Lo straordinario successo di pubblico che il film sta riscuotendo, invece, dimostra che Leopardi è quasi diventato un’icona pop, come diceva l’altro ieri su laRepubblica Michele Serra. Ma quello che pochi sanno è che, se il CICAP fosse esistito ai suoi tempi, il favoloso Giacomo avrebbe benissimo potuto ricoprirvi il ruolo di presidente.

Nel film, si avverte qui e là lo scetticismo di Leopardi per aruspici e superstizioni varie ma, nelle sue opere, lo spirito critico che caratterizza il CICAP si avverte molto spesso. In particolare, lo si trova in ogni pagina del Saggio sopra gli errori popolari degli antichi, composto nel 1815 e pubblicato postumo nel 1846, che meriterebbe una rilettura approfondita.
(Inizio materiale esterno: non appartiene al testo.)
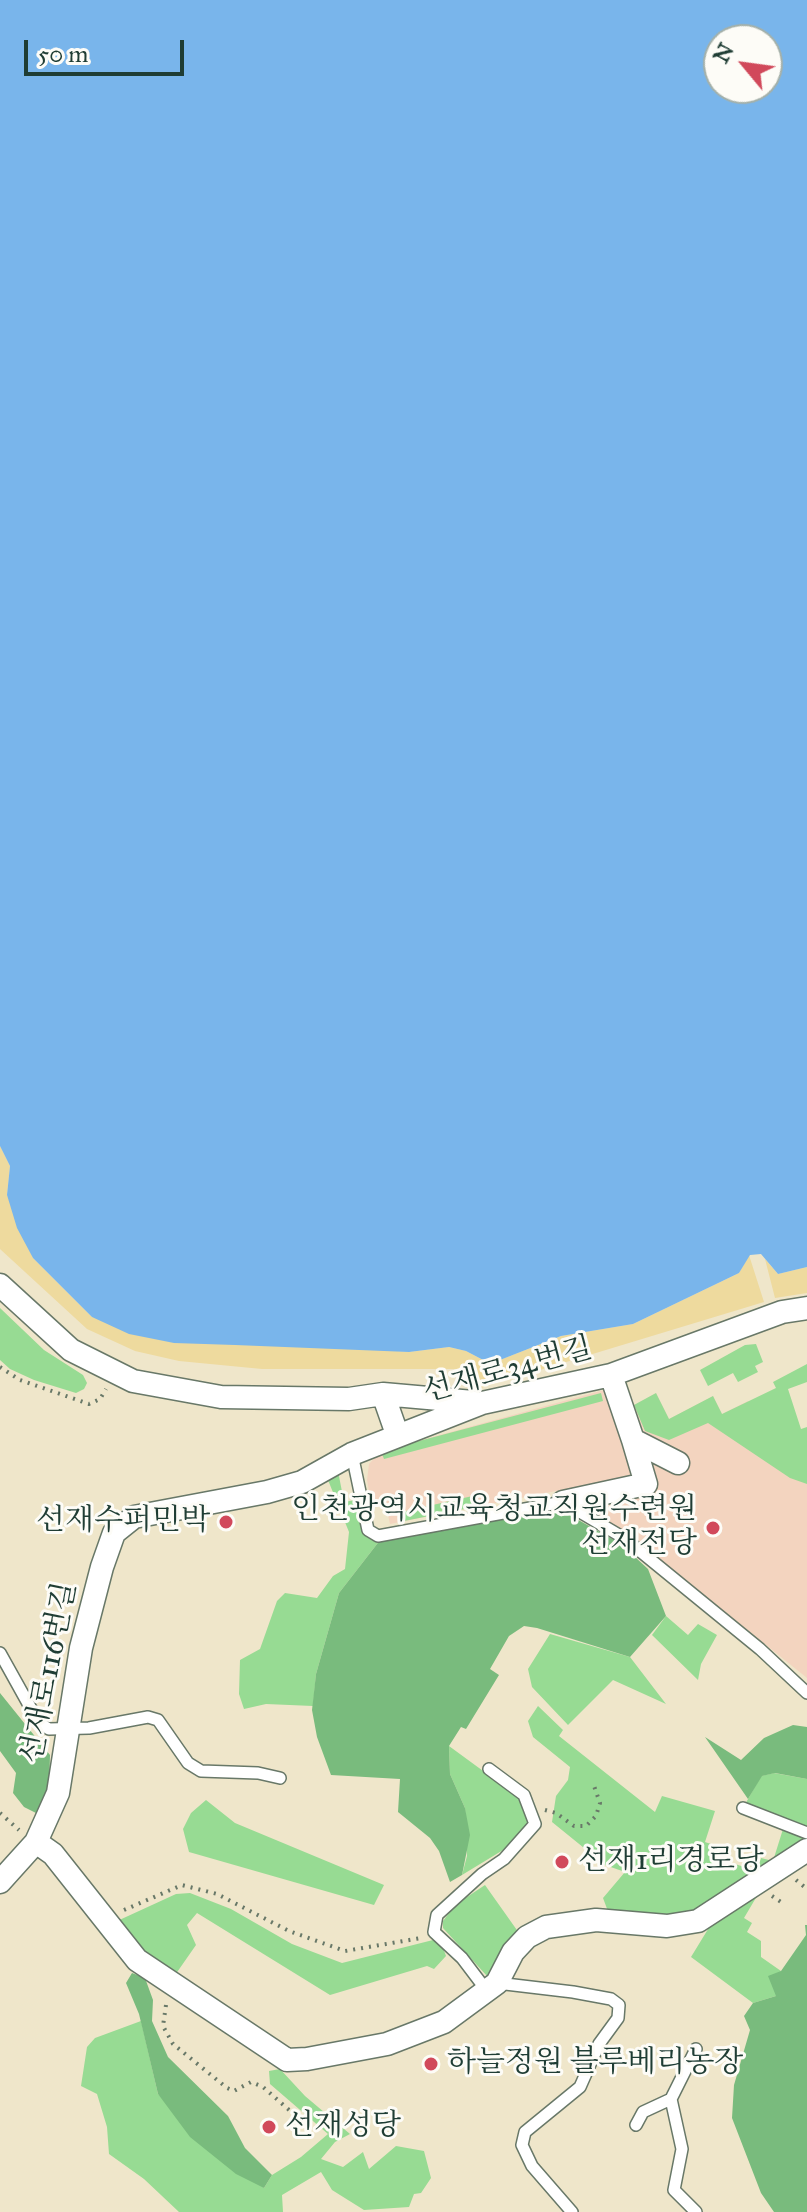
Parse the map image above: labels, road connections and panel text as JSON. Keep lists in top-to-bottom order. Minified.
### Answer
{"streets":{"street":["선재로34번길","선재로116번길"]},"crossings":[["선재로34번길","선재로116번길"]],"places":["선재수퍼민박","인천광역시교육청교직원수련원 선재전당","선재1리경로당","하늘정원 블루베리농장","선재성당"],"scale_bar":"50 m","north":"top left"}
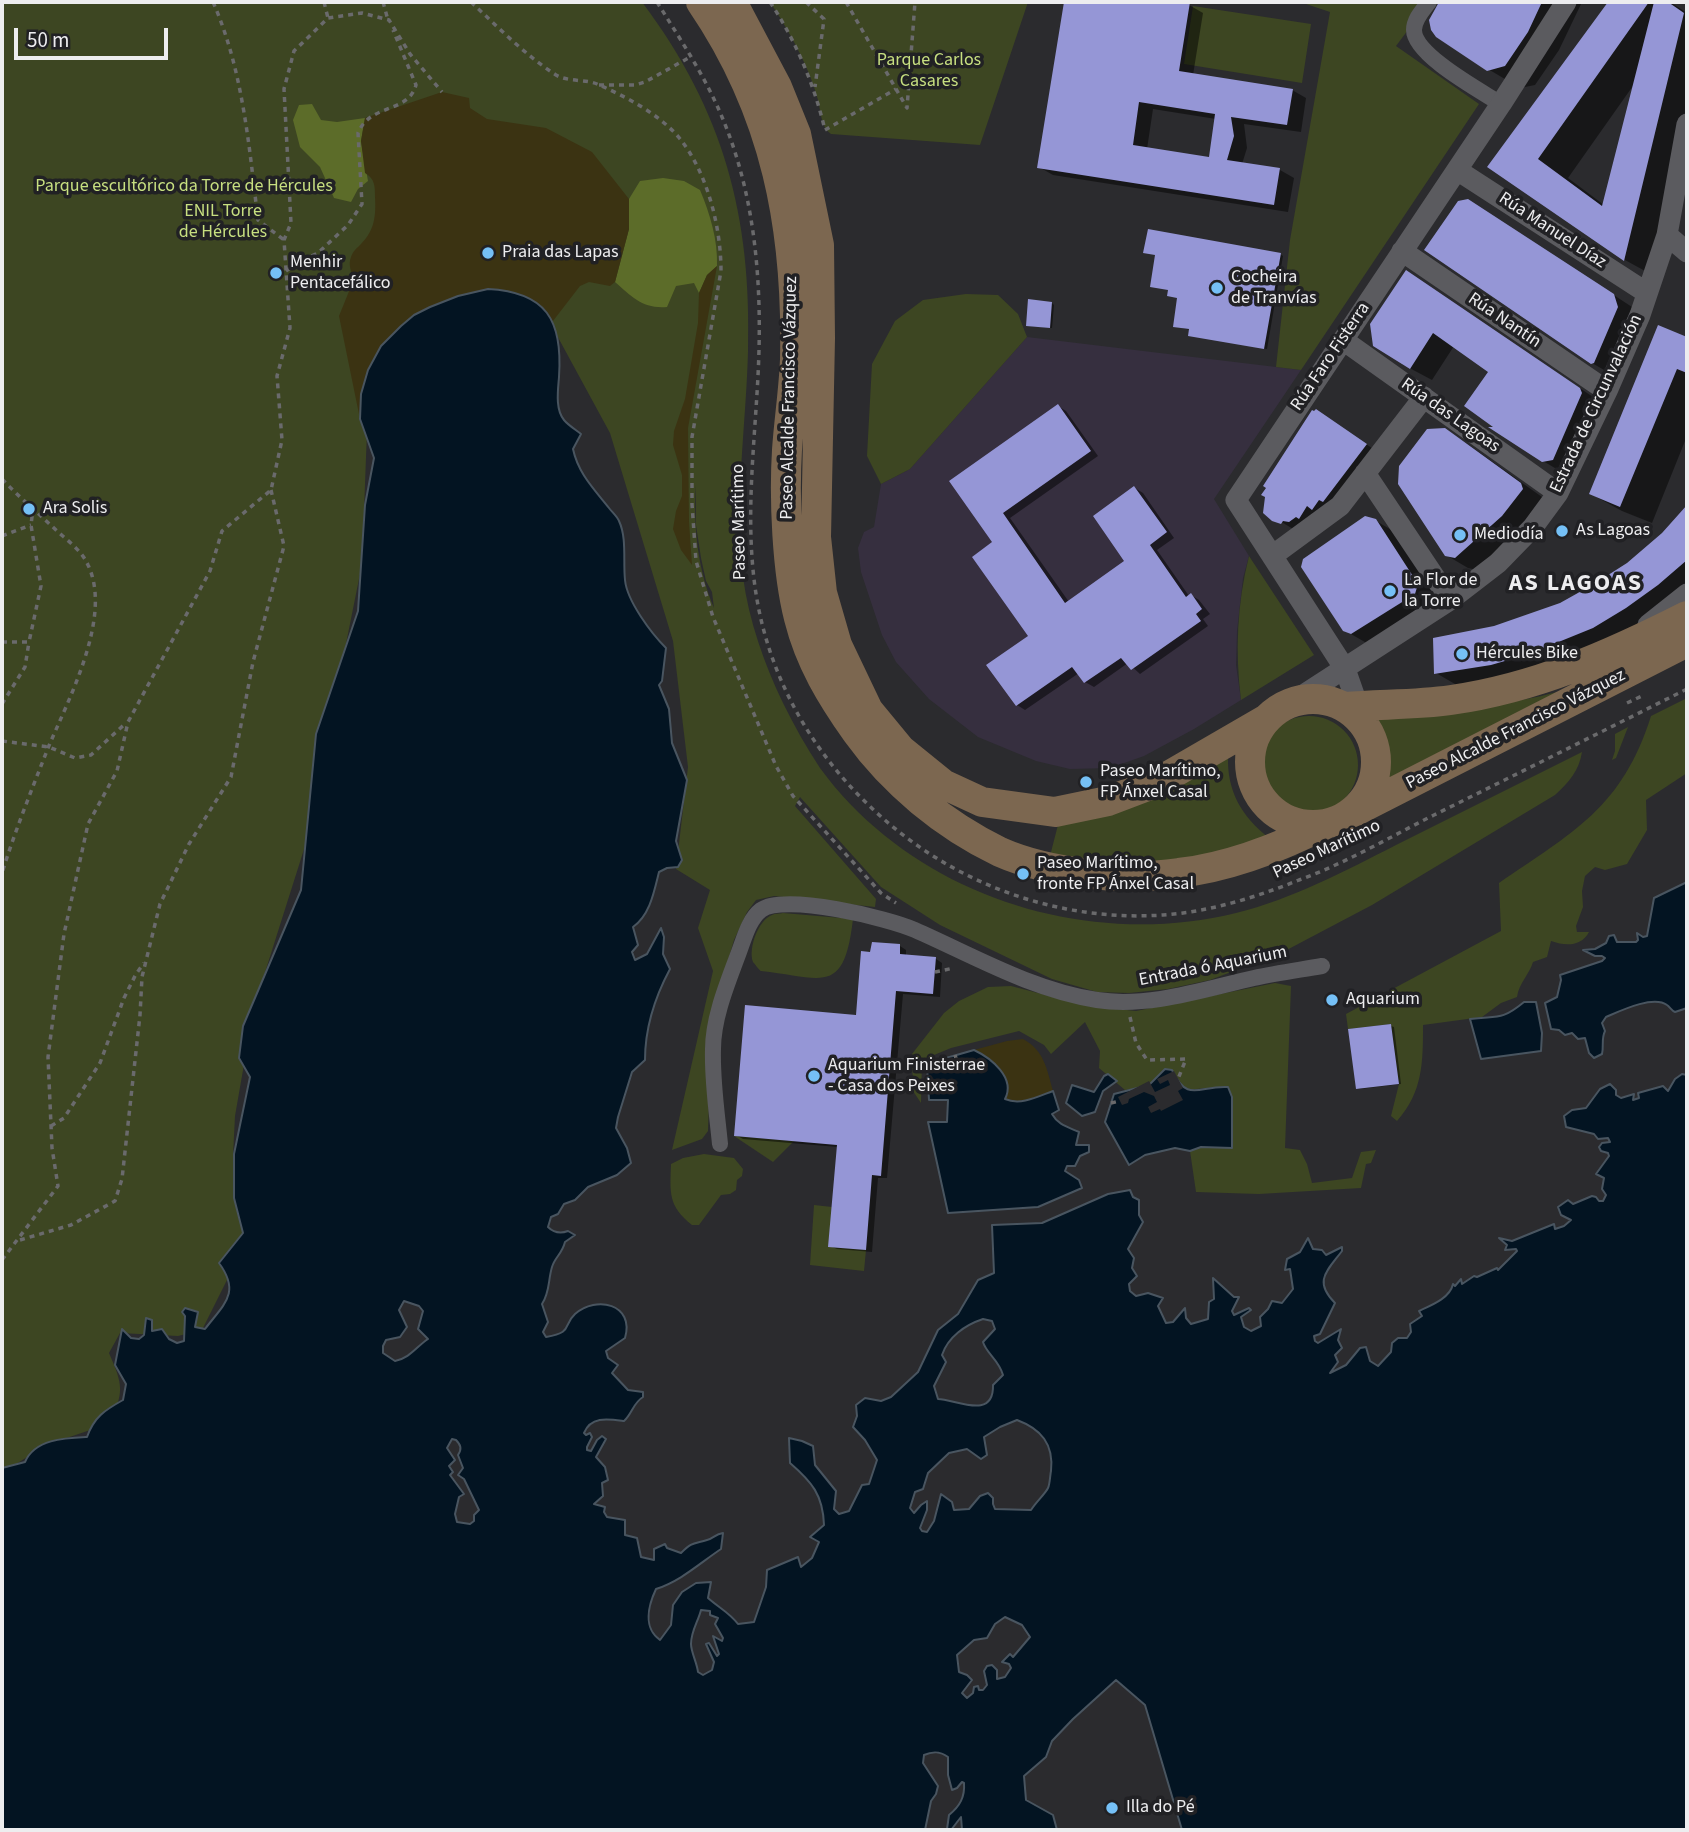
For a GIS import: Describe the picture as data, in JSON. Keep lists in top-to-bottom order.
{
  "streets": {
    "main road": ["Paseo Alcalde Francisco Vázquez"],
    "street": [
      "Rúa Manuel Díaz",
      "Rúa Nantín",
      "Rúa Faro Fisterra",
      "Estrada de Circunvalación",
      "Rúa das Lagoas",
      "Entrada ó Aquarium"
    ],
    "path": ["Paseo Marítimo"]
  },
  "crossings": [
    ["Rúa Manuel Díaz", "Rúa Faro Fisterra"],
    ["Rúa Manuel Díaz", "Estrada de Circunvalación"],
    ["Rúa Nantín", "Rúa Faro Fisterra"],
    ["Rúa Nantín", "Estrada de Circunvalación"],
    ["Rúa Faro Fisterra", "Paseo Alcalde Francisco Vázquez"],
    ["Rúa Faro Fisterra", "Estrada de Circunvalación"],
    ["Rúa Faro Fisterra", "Rúa das Lagoas"],
    ["Paseo Alcalde Francisco Vázquez", "Estrada de Circunvalación"],
    ["Estrada de Circunvalación", "Rúa das Lagoas"]
  ],
  "districts": ["AS LAGOAS"],
  "parks": ["Parque Carlos Casares", "Parque escultórico da Torre de Hércules", "ENIL Torre de Hércules"],
  "places": [
    "Praia das Lapas",
    "Menhir Pentacefálico",
    "Cocheira de Tranvías",
    "Ara Solis",
    "As Lagoas",
    "Mediodía",
    "La Flor de la Torre",
    "Hércules Bike",
    "Paseo Marítimo, FP Ánxel Casal",
    "Paseo Marítimo, fronte FP Ánxel Casal",
    "Aquarium",
    "Aquarium Finisterrae - Casa dos Peixes",
    "Illa do Pé"
  ],
  "scale_bar": "50 m"
}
Oggi, però, vorrei riprendere un brano dai Pensieri (il IV), dove Leopardi racconta un’avventura capitata all’amico Antonio Ranieri che sembra quasi un’indagine CICAP:

Questo che segue, non è un pensiero, ma un racconto, ch’io pongo qui per isvagamento del lettore. Un mio amico, anzi compagno della mia vita, Antonio Ranieri, (….) abitava meco nel 1831 in Firenze. Una sera di state, passando per Via buia, trovò in sul canto, presso alla piazza del Duomo, sotto una finestra terrena del palazzo che ora è de’ Riccardi, fermata molta gente, che diceva tutta spaventata: ih, la fantasima! E guardando per la finestra nella stanza, dove non era altro lume che quello che vi batteva dentro da una delle lanterne della città, vide egli stesso come un’ombra di donna, che scagliava le braccia di qua e di là, e nel resto immobile. Ma avendo pel capo altri pensieri, passò oltre, e per quella sera né per tutto il giorno vegnente non si ricordò di quell’incontro.
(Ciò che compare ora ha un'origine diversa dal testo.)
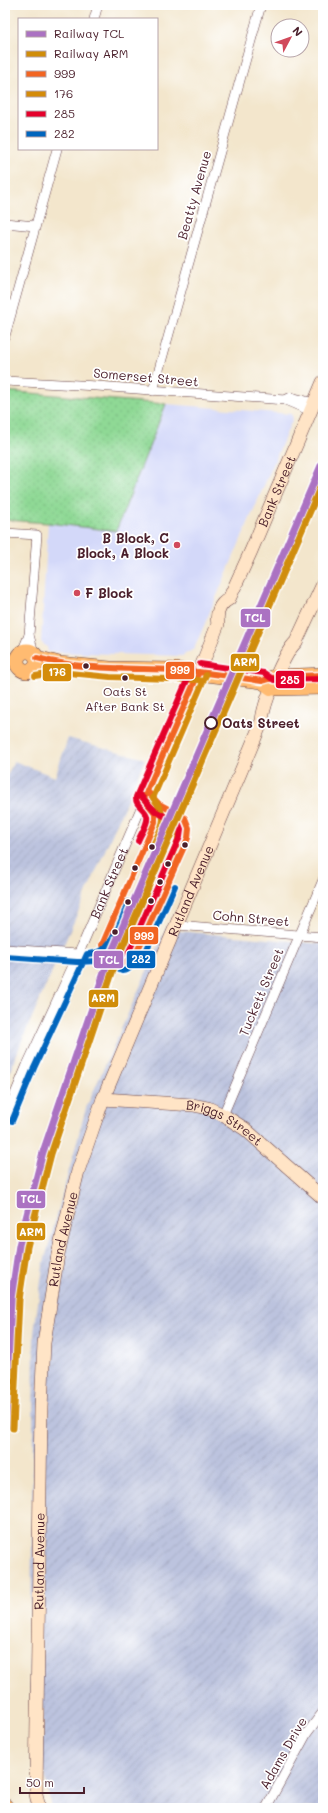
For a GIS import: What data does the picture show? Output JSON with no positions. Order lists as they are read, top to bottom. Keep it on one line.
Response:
{"streets":{"street":["Beatty Avenue","Somerset Street","Bank Street","Rutland Avenue","Cohn Street","Tuckett Street","Briggs Street","Adams Drive"]},"crossings":[["Beatty Avenue","Somerset Street"],["Somerset Street","Bank Street"],["Rutland Avenue","Cohn Street"],["Rutland Avenue","Briggs Street"],["Cohn Street","Tuckett Street"],["Tuckett Street","Briggs Street"]],"places":["B Block, C Block, A Block","F Block","Oats St After Bank St","Oats Street"],"lines":["rail line TCL","rail line ARM","transit line 999","transit line 285","transit line 176","transit line 282"],"legend":["Railway TCL","Railway ARM","999","176","285","282"],"scale_bar":"50 m","north":"top right"}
L’altra sera, alla stessa ora, abbattendosi a ripassare dallo stesso luogo, vi trovò raccolta più moltitudine che la sera innanzi, e udì che ripetevano collo stesso terrore: ih, la fantasima! E riguardando per entro la finestra, rivide quella stessa ombra, che pure, senza fare altro moto, scoteva le braccia. Era la finestra non molto più alta da terra che una statura d’uomo, e uno tra la moltitudine che pareva un birro, disse: s’i’ avessi qualcuno che mi sostenessi ‘n sulle spalle, i’ vi monterei, per guardare che v’è là drento. Al che soggiunse il Ranieri: se voi mi sostenete, monterò io. E dettogli da quello, montate, montò su, ponendogli i piedi in su gli omeri, e trovò presso all’inferriata della finestra, disteso in sulla spalliera di una seggiola, un grembiale nero, che agitato dal vento, faceva quell’apparenza di braccia che si scagliassero; e sopra la seggiola, appoggiata alla medesima spalliera, una rocca da filare, che pareva il capo dell’ombra: la quale rocca il Ranieri presa in mano, mostrò al popolo adunato, che con molto riso si disperse.

A che questa storiella? Per ricreazione, come ho detto, de’ lettori, e inoltre per un sospetto ch’io ho, che ancora possa essere non inutile alla critica storica ed alla filosofia sapere che nel secolo decimonono, nel bel mezzo di Firenze, che è la città più culta d’Italia, e dove il popolo in particolare è più intendente e più civile, si veggono fantasmi, che sono creduti spiriti, e sono rocche da filare. E gli stranieri si tengano qui di sorridere, come fanno volentieri delle cose nostre; perché troppo è noto che nessuna delle tre grandi nazioni che, come dicono i giornali, marchent à la tete de la civilisation, crede agli spiriti meno dell’italiana.

Chissà che cosa avrebbe detto, Giacomo, se avesse saputo che non solo nel secolo decimonono, ma anche nel ventunesimo, e presso le popolazioni più civili, c’è ancora chi vede e crede ai fantasmi. Non parliamo poi di quel che credono ancora oggi gli italiani…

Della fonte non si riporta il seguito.